Na dworze było duszno, a Josie zdawało się, że wszystko to dzieje się specjalnie, tylko po to, aby utrudnić jej ten koszmarny dzień w pracy. Restauracja La Volupté była naprawdę wielka, szczególnie w środku; mahoniowych stolików mnóstwo, a na każdym z nich zapachowa świeczka w barwach lilaróż i bukiet nasturcji w śnieżnobiałym — wyjątkowo nie brudnym — wazonie. Na zewnątrz, za to, powystawiane były stoliki troszkę mniejsze, z ciemnego drewna, o których porządek musiała dbać właśnie Josie Ridgeley. Wycierała porysowane przez zniecierpliwionych klientów, bawiących się srebrnymi sztućcami, blaty i uśmiechała się przy tym z przymusu, wpatrując się z utęsknieniem w uliczki Bordeaux. Josie robiła to właśnie w tym momencie, gdy do La Volupté wszedł Toby Carlisle w szarej koszuli z podwiniętymi mankietami, papierosem między wąskimi wargami i z lekko skrzywioną, bladą twarzą. Josie obróciła się akurat, pozostawiając brudną szmatkę w kratkę na stoliku i obrzuciła uważnym spojrzeniem mężczyznę wchodzącego do restauracji.

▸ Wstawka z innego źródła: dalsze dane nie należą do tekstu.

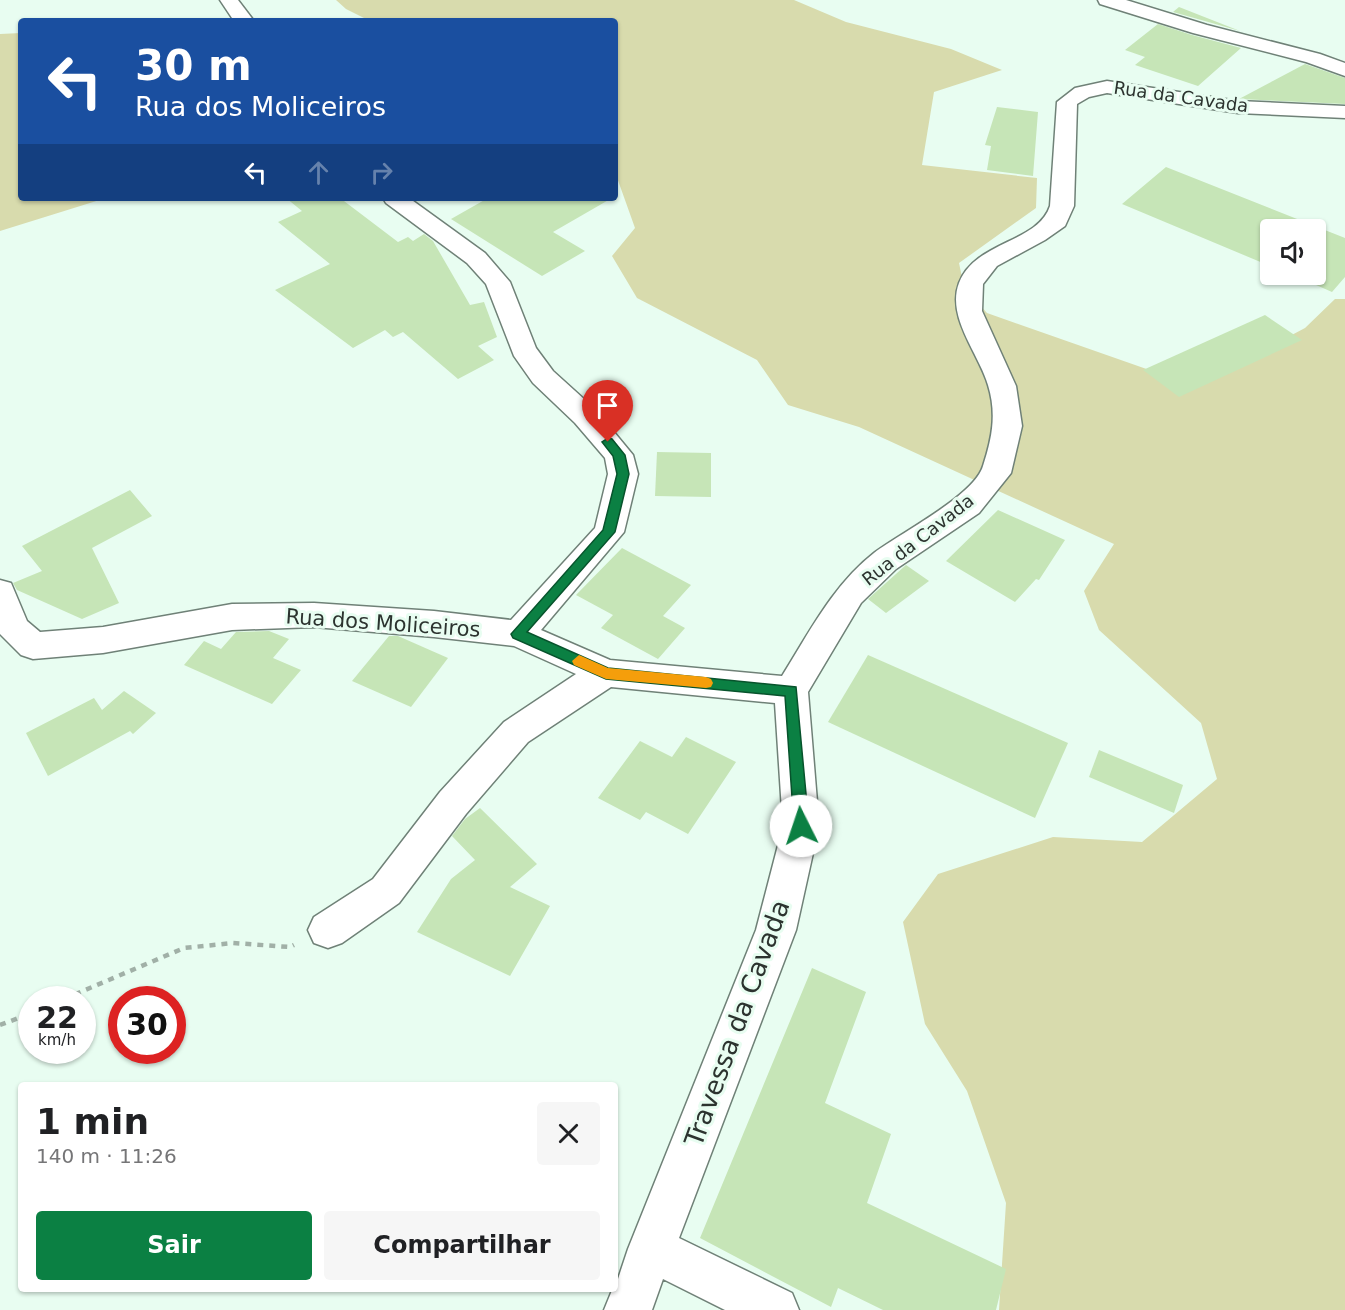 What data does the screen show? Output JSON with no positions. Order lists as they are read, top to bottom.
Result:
{
  "streets": {
    "street": ["Rua da Cavada", "Rua dos Moliceiros", "Travessa da Cavada"]
  },
  "crossings": [
    ["Rua da Cavada", "Rua dos Moliceiros"],
    ["Rua da Cavada", "Travessa da Cavada"],
    ["Rua dos Moliceiros", "Travessa da Cavada"]
  ],
  "page": {
    "turn": ["30 m", "Rua dos Moliceiros"],
    "speed": "22 km/h",
    "limit": "30",
    "heading": ["1 min", "140 m · 11:26"],
    "buttons": ["Sair", "Compartilhar"]
  }
} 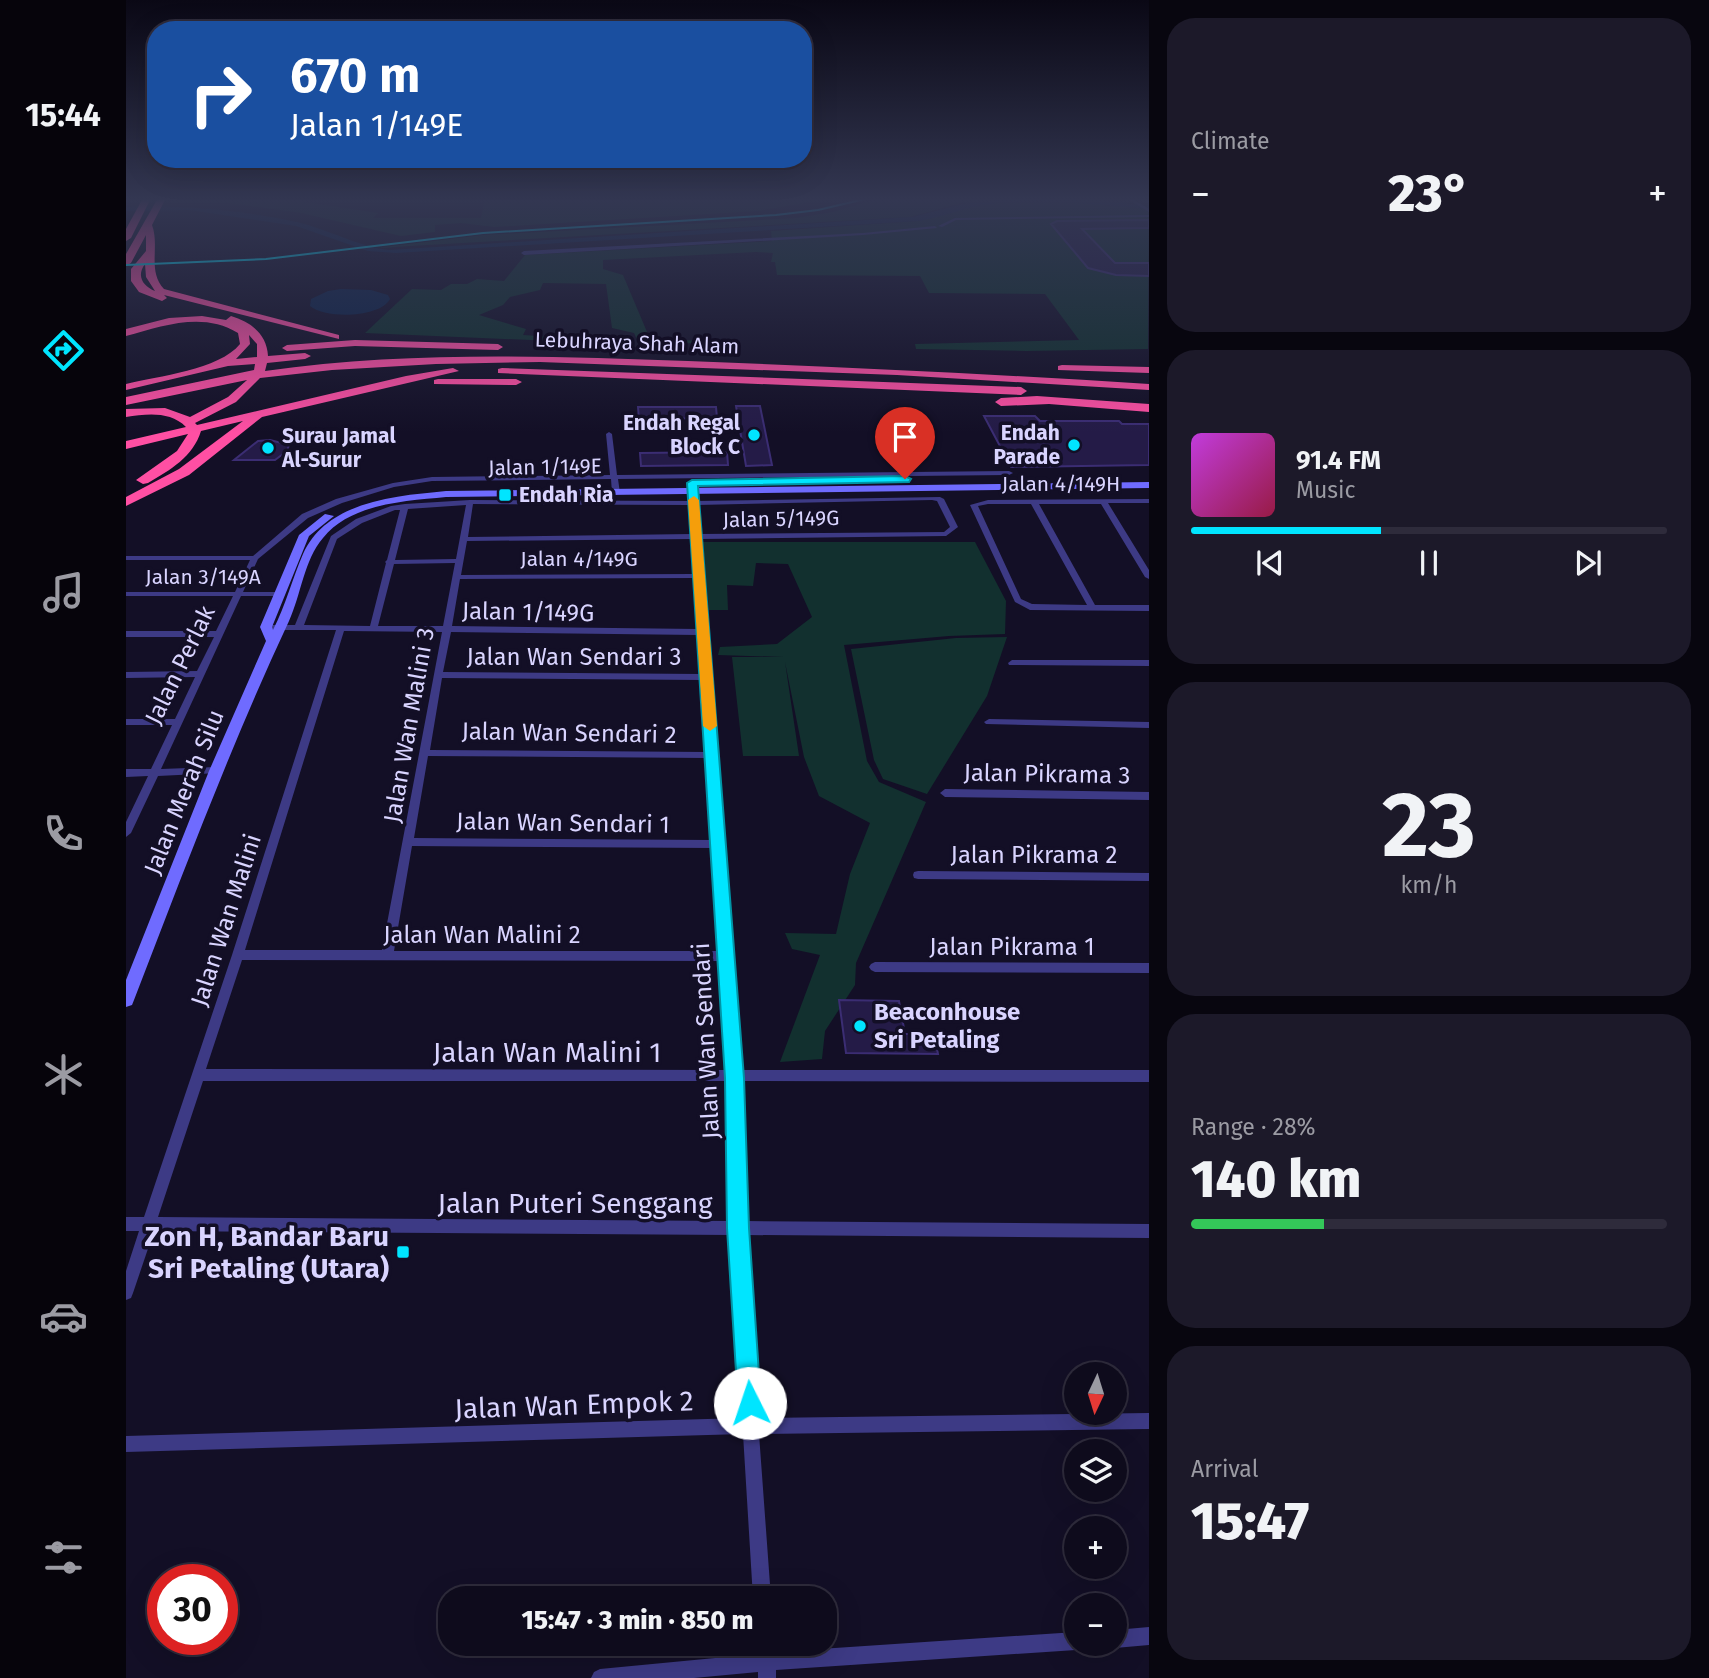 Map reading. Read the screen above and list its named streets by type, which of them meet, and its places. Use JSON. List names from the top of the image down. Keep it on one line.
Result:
{"streets":{"highway":["Lebuhraya Shah Alam"],"street":["Jalan 1/149E","Jalan 4/149H","Jalan 5/149G","Jalan 4/149G","Jalan 3/149A","Jalan 1/149G","Jalan Wan Sendari 3","Jalan Perlak","Jalan Wan Malini 3","Jalan Wan Sendari 2","Jalan Pikrama 3","Jalan Merah Silu","Jalan Wan Sendari 1","Jalan Pikrama 2","Jalan Wan Malini","Jalan Wan Malini 2","Jalan Pikrama 1","Jalan Wan Sendari","Jalan Wan Malini 1","Jalan Puteri Senggang","Jalan Wan Empok 2"]},"crossings":[["Jalan 1/149E","Jalan 5/149G"],["Jalan 1/149E","Jalan 3/149A"],["Jalan 1/149E","Jalan 1/149G"],["Jalan 1/149E","Jalan Merah Silu"],["Jalan 1/149E","Jalan Wan Sendari"],["Jalan 5/149G","Jalan Wan Malini 3"],["Jalan 5/149G","Jalan Wan Sendari"],["Jalan 4/149G","Jalan Wan Malini 3"],["Jalan 4/149G","Jalan Wan Sendari"],["Jalan 3/149A","Jalan Perlak"],["Jalan 1/149G","Jalan Wan Malini 3"],["Jalan 1/149G","Jalan Merah Silu"],["Jalan 1/149G","Jalan Wan Malini"],["Jalan 1/149G","Jalan Wan Sendari"],["Jalan Wan Sendari 3","Jalan Wan Malini 3"],["Jalan Wan Sendari 3","Jalan Wan Sendari"],["Jalan Wan Malini 3","Jalan Wan Sendari 2"],["Jalan Wan Malini 3","Jalan Wan Sendari 1"],["Jalan Wan Malini 3","Jalan Wan Malini 2"],["Jalan Wan Sendari 2","Jalan Wan Sendari"],["Jalan Wan Sendari 1","Jalan Wan Sendari"],["Jalan Wan Malini","Jalan Wan Malini 2"],["Jalan Wan Malini","Jalan Wan Malini 1"],["Jalan Wan Malini","Jalan Puteri Senggang"],["Jalan Wan Malini 2","Jalan Wan Sendari"],["Jalan Wan Sendari","Jalan Wan Malini 1"],["Jalan Wan Sendari","Jalan Puteri Senggang"],["Jalan Wan Sendari","Jalan Wan Empok 2"]],"places":{"other":["Endah Regal Block C","Endah Parade","Surau Jamal Al-Surur","Beaconhouse Sri Petaling"],"transit":["Endah Ria","Zon H, Bandar Baru Sri Petaling (Utara)"]},"north":"bottom","page":{"tabs":"15:44","tile":["Climate",["23","km/h"],["Range · 28%","140 km"],["Arrival","15:47"]],"turn":["670 m","Jalan 1/149E"],"heat":["−","23°","+"],"song":["91.4 FM","Music"],"map_buttons":["+","−"],"limit":"30","trip":"15:47 · 3 min · 850 m"}}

Josie nie miała żadnych znajomych w Bordeaux, jedynie starszą sąsiadkę — biedną francuską wdowę — dla której zawsze chodziła do sklepu po karmę dla kotów. Ludzie zręcznie unikali panienki Ridgeley, choć sąsiadka, pani Vigier, mówiąca łamanym angielskim, miała na ten temat odmienne zdanie. Według poczciwej staruszki to Josie unikała wszelkich kontaktów, tłumacząc się, że nikt nie jest odpowiedni, aby się z nim zapoznać. Tak naprawdę, Josie bała się kontaktu z nowymi ludźmi i, chcąc uniknąć bolesnego odtrącenia, zadowalała się panią Vigier i listami, które pisała do siostry. Tego dnia jednak czekał na nią młody Toby, który na dosyć długo miał zabawić w jej — trochę nudnym i monotonnym, wiecznie spędzonym w pracy lub z kotami, przy listach i korzennym zapachu — życiu. Josie uśmiechnęła się delikatnie, licząc, że chłopak nie zauważy albo, niech będzie, niech się stanie!, w przypływie odwagi, rzecz jasna, zobaczy i ucieknie widząc wykrzywione czerwone usta w zabójczym, dosłownie, uśmiechu.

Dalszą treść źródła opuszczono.